聴かせて、天辺の青
ところが、私よりも海斗の方が早かった。
「河村さん、用事があるから遅れるって。俺、鍵もらいに行ってくる」
と言って、私を置き去りに車へと駆けていく。
「海斗、待って」
「なに?」
慌てて呼び止めたら、車のドアに手を伸ばしたまま振り向いた。めんどくさそうに返した口調は素っ気ないけれど、表情が強張っている。切れた口の端が痛々しくて、直視できない。
「私が行こうか?」
「なんで? いいよ、車の方が速いから」
「だったら、私も一緒に行っていい?」
「は? ついて来なくてもいいだろ、鍵を受け取りに行くだけだし」
ダメだ、埒が明かない。
その場に自転車を停めて、車に走った。
「おい、瑞香! 何してんだ!」
海斗が呼び止めるのも聞かずに、急いで助手席に乗り込む。勢いよくドアを閉めたら、窓の向こうに彼が見えた。

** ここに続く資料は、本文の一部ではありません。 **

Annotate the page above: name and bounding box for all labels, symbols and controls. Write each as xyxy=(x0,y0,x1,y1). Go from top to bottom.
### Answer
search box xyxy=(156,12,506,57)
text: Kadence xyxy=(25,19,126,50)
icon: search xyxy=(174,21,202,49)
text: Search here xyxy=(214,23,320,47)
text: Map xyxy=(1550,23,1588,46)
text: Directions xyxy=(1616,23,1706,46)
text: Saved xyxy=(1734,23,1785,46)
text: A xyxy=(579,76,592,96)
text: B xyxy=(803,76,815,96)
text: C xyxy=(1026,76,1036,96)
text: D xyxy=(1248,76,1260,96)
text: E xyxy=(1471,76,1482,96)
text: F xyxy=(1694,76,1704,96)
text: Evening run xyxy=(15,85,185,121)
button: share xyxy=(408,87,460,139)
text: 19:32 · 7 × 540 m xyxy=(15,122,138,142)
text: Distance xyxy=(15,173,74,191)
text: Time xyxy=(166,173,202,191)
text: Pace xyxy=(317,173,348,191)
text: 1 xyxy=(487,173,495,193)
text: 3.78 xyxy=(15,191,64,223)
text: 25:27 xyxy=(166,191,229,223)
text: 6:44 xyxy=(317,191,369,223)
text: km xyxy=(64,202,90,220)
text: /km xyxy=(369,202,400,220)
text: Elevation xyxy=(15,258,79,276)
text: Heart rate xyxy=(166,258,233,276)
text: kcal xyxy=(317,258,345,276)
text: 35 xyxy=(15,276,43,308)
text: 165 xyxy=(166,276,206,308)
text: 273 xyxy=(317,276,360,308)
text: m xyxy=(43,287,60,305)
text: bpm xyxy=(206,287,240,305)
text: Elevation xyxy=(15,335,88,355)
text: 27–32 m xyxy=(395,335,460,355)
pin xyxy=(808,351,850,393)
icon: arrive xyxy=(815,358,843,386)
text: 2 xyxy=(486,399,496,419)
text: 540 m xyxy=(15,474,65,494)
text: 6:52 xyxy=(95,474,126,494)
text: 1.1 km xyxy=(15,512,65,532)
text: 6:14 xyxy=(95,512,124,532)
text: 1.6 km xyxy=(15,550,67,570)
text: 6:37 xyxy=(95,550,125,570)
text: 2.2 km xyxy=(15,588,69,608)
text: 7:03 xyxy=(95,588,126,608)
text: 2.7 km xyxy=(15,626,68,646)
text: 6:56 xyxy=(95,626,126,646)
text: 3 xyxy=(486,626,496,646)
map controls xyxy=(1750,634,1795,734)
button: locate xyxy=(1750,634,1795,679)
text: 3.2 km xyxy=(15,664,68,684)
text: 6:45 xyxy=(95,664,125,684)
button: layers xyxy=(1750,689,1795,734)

意外と冷静な顔をしている。少し口角が上がったように見えたのは、気のせいじゃない。
「何してんだよ、早く降りろって、俺ひとりで行くって」
運転席のドアを開けて、苛立った海斗が覗き込む。
凄んでも無駄。
「ダメ、私も行く」
シートベルトを閉めて、助手席のドアを内側からロックした。